The topic of cyber risk is complex and will occupy business theorists for decades to come. This article aims to answer a more straightforward question: how should risk managers think about cyber risk? What are the main considerations and red herrings? How would you know you’re mitigating cyber risk?

He outlines six areas that will help define cyber risk theory and practices:

  • The types of risk: Cybercrime is the most visible cyber risk. Hackers attempting to breach company systems and steal sensitive information require serious responses. But there are also other cyber risks, such as employee negligence, abuse of systems, infrastructure failure, and poor legal compliance. Though some of these have straightforward mitigation strategies, it’s important to understand that all cyber risk interrelates. Just taking care of one area, such as regulation, won’t be sufficient.
  • The types of damage: To create an overarching picture of how to rank cyber risks, start with the potential damage – how an organisation could be harmed most. Stolen data is often the biggest problem. It varies based on the type of data – customer, personal, operational, company IP, etc. Business continuity is another big concern: will a cyber incident stop employees, partners and customers from transacting, and for how long? System downtime is often the most costly part of cyber breaches or negligence. Regulations are the third primary consideration: what are the legal implications and fines resulting from non-compliance?
  • Who owns the risk: Many organisations are still uncertain about who owns cyber risk, or are unwilling to accept it’s no longer solely IT’s problem. Numerous laws, such as the Protection of Personal Information Act (POPIA) and governance frameworks, such as King IV, place the responsibility on business leaders – the executives, C-suite and board. It’s not just a question of compliance. Technology is so intrinsic to modern business that leaders must accept technology as a strategic responsibility. It influences their costs, current performance, future investments, and the full gamut of strategic requirements: strengths, weaknesses, opportunities and threats.

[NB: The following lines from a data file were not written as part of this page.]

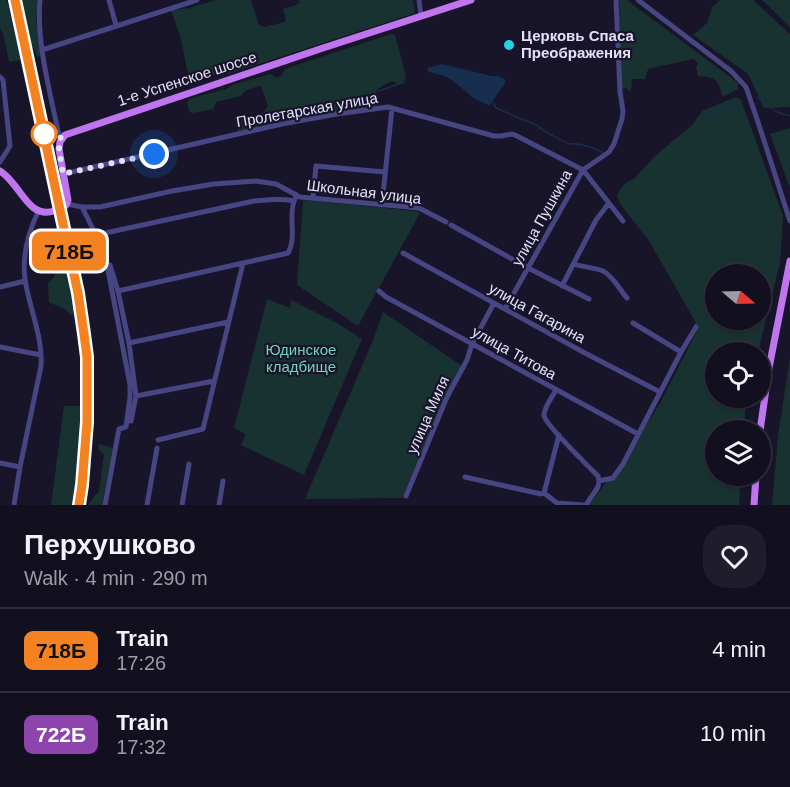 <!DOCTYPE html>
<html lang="en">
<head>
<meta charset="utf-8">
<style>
  body { margin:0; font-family:Helvetica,sans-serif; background:#1f1d2c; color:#f1f3f6; height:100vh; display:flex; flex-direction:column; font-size:22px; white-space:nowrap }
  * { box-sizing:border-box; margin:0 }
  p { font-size:20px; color:#9c9ca4 }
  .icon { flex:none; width:33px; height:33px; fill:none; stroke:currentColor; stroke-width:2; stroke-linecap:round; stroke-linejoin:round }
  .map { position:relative; height:505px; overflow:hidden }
  .panel { display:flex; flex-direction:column; background:#120f1f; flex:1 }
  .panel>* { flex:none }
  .badge { padding:0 12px; border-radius:9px; font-size:21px; line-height:39px }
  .needle { width:39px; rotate:109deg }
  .tools { position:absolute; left:705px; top:264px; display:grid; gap:12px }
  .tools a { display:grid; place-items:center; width:66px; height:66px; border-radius:50%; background:#120f1f; box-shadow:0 2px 4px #0004,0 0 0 2px #312f3d; font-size:30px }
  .you { position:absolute; width:30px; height:30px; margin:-15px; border:4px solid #fff; border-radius:50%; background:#1a73e8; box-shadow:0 0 0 9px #1a73e833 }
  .map>.badge { position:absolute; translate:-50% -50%; box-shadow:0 0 0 3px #fff }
  .round { display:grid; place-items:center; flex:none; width:63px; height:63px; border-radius:24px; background:#1f1d2c }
  .summary { display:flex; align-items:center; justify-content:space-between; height:102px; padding:0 24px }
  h1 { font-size:28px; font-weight:600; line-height:45px }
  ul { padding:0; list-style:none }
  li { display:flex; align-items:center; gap:18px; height:84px; padding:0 24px; border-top:2px solid #312f3d }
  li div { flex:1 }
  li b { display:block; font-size:22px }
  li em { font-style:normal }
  li .badge { min-width:66px; font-weight:700; text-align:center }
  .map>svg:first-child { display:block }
</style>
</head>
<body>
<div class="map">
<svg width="790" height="505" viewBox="0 0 790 505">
  <rect width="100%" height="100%" fill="#181429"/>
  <path fill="#183231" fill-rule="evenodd" d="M0 0H7L21 60 9 62 4 36 0 28Z
    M20 0H38L36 18 41 56 37 57 34 48 31 47Z
    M216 0H251L259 25 265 27 285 22 286 19 283 9 296 5 300 2 299 0H413L415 13 228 74 224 72 190 84 180 35 171 11 185 8 186 9Z
    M619 0H627L635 6 738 83V89L723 97C718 80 716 77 698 76L696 67 698 63 693 59 648 69 645 79H632L631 92 626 88 621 89Z
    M720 0H753L790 34V107L764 108 748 74 693 35 707 23 712 7Z
    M762 0H790V27Z
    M391 34 395 35 406 76 405 80 399 84 391 81 378 89 376 93 379 96 376 107 280 121 238 132 235 124 236 120 263 113 268 106 261 86C254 87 244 90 241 96L216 102 213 109 194 113 190 112C188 108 186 103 189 99L221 90H225L232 85 270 74 277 78 281 76 285 69 293 66Z
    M736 97 741 100 783 216 780 263 758 352H716V398H746L744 430H716V476H741L739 505H589L607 481 614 480 626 464 645 427 659 405 697 331 695 321 649 241 621 205 617 197 620 189 627 182 634 179 654 157 693 124 702 111ZM716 274H760V320H716Z
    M790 128V188L770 134Z
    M303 200 415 211 420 213 358 326 297 285Z
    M63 234 75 304 73 316 64 309 49 302 48 283 55 276 52 266 46 264C44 256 43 246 47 238Z
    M267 299 290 308 291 300 337 323 362 339 304 475 241 445 246 434 234 428Z
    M383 312 462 366 445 396 402 498 305 499 371 345Z
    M790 357V505H772L778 436Z
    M64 406H83L74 497 73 505H51Z
    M99 444 113 448 102 505H88L95 495 99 492 104 455 98 449Z"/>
  <path fill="#182e4e" d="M442 64 492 76H498L505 79V83L490 105H488L475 99 452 80 444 76 429 72 427 68Z"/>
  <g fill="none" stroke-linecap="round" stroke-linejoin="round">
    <path stroke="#182e4e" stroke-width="1.5" d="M379 91 404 82
      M757 97 777 112 790 116
      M493 103 496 108 538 126C544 133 559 138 568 144 579 143 594 148 604 153
      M707 116 742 102"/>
    <path stroke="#474582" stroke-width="5" d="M40 0C36 40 50 92 58 131L61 139
      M109 0 116 25
      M419 0 421 16
      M638 0 731 71 746 87 757 119 790 221
      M42 50 197 0
      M0 77 3 80 10 146 0 162
      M63 174 282 124 337 114 388 107 494 136H501L512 134 515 135 583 170 623 221
      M313 198 316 166 385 172
      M67 204 82 207H100L172 191 214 184 256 181 276 184 300 197 419 208 446 222
      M382 204 392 108
      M82 207 96 235 108 270 130 385V397L126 427 119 429 118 434 105 505
      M451 225 528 268 589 299
      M96 235 254 201C267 200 281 198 293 201
      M403 253 583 352 660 392
      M574 264C582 267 596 268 603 271 613 276 620 290 627 298
      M110 265 118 291 129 343 136 396 131 421
      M562 286 596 220 609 203
      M0 287 25 281
      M118 291 288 253C298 236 286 212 297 195
      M379 291 386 297 638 434
      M505 309 583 170 609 152 614 144 622 119 623 111 620 92 616 0
      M633 323 681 352
      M129 343 228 322
      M0 347 41 355
      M556 390C552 397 543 409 544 416 546 425 589 467 598 476L599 481
      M136 396 214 381
      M158 440 203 429 243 263
      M0 463 20 467
      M465 477 541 494 544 493 557 503 583 505
      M599 481 613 478 623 464 681 352 696 327
      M544 493 559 435
      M406 496 447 397 467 360 472 344 494 303
      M14 505 20 467 41 366C43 336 29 308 25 279 22 256 28 233 38 212
      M147 505 157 448
      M182 505 189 464
      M219 505 223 481
      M586 505 598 487 599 481"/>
    <path stroke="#be75ed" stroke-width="7" d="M0 171C21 184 27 219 54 211 62 209 66 208 68 200L59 149 60 142 65 135 323 48 471 0
      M760 431 769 368 790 261
      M754 505 756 476"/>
    <path stroke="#25d3e3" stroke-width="1.5" stroke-dasharray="9 8" stroke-linecap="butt" d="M15 0 60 210 78 293 84 334 87 357V422L82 485 79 505"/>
  </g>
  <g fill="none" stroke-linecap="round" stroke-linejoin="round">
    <defs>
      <path id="line" d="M15 0 60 210 78 293 84 334 87 357V422L82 485 79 505"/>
    </defs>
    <use href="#line" stroke="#fff" stroke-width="14"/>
    <use href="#line" stroke="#f58220" stroke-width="9"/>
    <path stroke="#e3e0fb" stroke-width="6" stroke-dasharray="0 10.8" d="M44 134 58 131 61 139 59 149 63 174 154 154"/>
  </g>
  <circle fill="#25d3e3" stroke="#181429" stroke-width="2" cx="509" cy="45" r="6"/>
  <circle fill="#fff" stroke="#f58220" stroke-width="3" cx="44" cy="134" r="12"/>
  <g text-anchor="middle" stroke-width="4.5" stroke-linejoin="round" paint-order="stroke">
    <g font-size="15" font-weight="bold" fill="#e3e0fb" stroke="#181429" text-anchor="start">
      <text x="521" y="41">Церковь Спаса<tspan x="521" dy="17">Преображения</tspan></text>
    </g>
    <g font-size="15" fill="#e3e0fb" stroke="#181429">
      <text transform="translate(187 79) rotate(-18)" y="5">1-е Успенское шоссе</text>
      <text transform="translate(307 110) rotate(-10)" y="5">Пролетарская улица</text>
      <text transform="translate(364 192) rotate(7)" y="5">Школьная улица</text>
      <text transform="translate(542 218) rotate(-61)" y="5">улица Пушкина</text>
      <text transform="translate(537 313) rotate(29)" y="5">улица Гагарина</text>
      <text transform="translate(514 353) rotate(29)" y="5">улица Титова</text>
      <text transform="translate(428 415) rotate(-66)" y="5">улица Миля</text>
    </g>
    <g font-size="15" fill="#74d3ba" stroke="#181429">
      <text x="301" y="355">Юдинское<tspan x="301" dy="17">кладбище</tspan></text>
    </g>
  </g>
</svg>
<div class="tools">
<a><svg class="needle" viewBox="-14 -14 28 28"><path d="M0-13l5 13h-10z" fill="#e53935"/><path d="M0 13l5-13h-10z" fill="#9c9ca4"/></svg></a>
<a><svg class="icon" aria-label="locate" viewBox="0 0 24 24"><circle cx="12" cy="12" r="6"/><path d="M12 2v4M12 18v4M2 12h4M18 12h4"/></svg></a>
<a><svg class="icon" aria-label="layers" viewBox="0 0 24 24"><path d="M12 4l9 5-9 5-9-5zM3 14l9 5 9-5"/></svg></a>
</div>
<div class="you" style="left:154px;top:154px"></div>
<b class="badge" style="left:69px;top:251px;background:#f58220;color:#111">718Б</b>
</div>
<section class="panel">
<div class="summary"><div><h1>Перхушково</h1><p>Walk · 4 min · 290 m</p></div><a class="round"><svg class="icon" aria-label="heart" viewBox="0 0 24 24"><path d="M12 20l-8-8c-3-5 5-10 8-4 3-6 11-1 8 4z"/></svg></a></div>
<ul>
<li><span class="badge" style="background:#f58220;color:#111">718Б</span><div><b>Train</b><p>17:26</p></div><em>4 min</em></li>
<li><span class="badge" style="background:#8e44ad;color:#fff">722Б</span><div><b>Train</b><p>17:32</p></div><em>10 min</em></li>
</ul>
</section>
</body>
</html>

  • Identifying risks: There is no single or large act that will sweep across cyber risk. Instead, most such risks exist in specific areas of the business. For example, the storage, flow and access of Personal Identifiable Data (PID) creates a number of risks related to compliance, employee behaviour, access rights, infrastructure performance, and operational efficiencies. Yet there will be many overlaps – PID might transact on collaboration systems that also work with company IP data.
  • Mitigating cyber risks: You might be shaking your head: cyber risk is holistic and all-encompassing but also specific. Where do you start? The good news is that you can exploit overlaps in cyber risk. For example, focusing on PID risks will reveal risks in other areas that often benefit from the same mitigation strategies. Stricter access management of user accounts around PID can help reduce risks, as can meeting ISO/IEC 27001 compliance. Improving PID database infrastructure can also improve productivity for other types of data.
  • Create a cyber risk culture: A collaborative culture is essential to mitigate cyber risks. Risk managers and technology managers should work together to understand different dimensions of the problems and opportunities at hand. Employees must receive training to help avoid negligence. Companies should employ senior security managers, and if they can afford it, a chief information security officer (CISO). Crucially, the c-suite and board must have access to someone with security knowledge.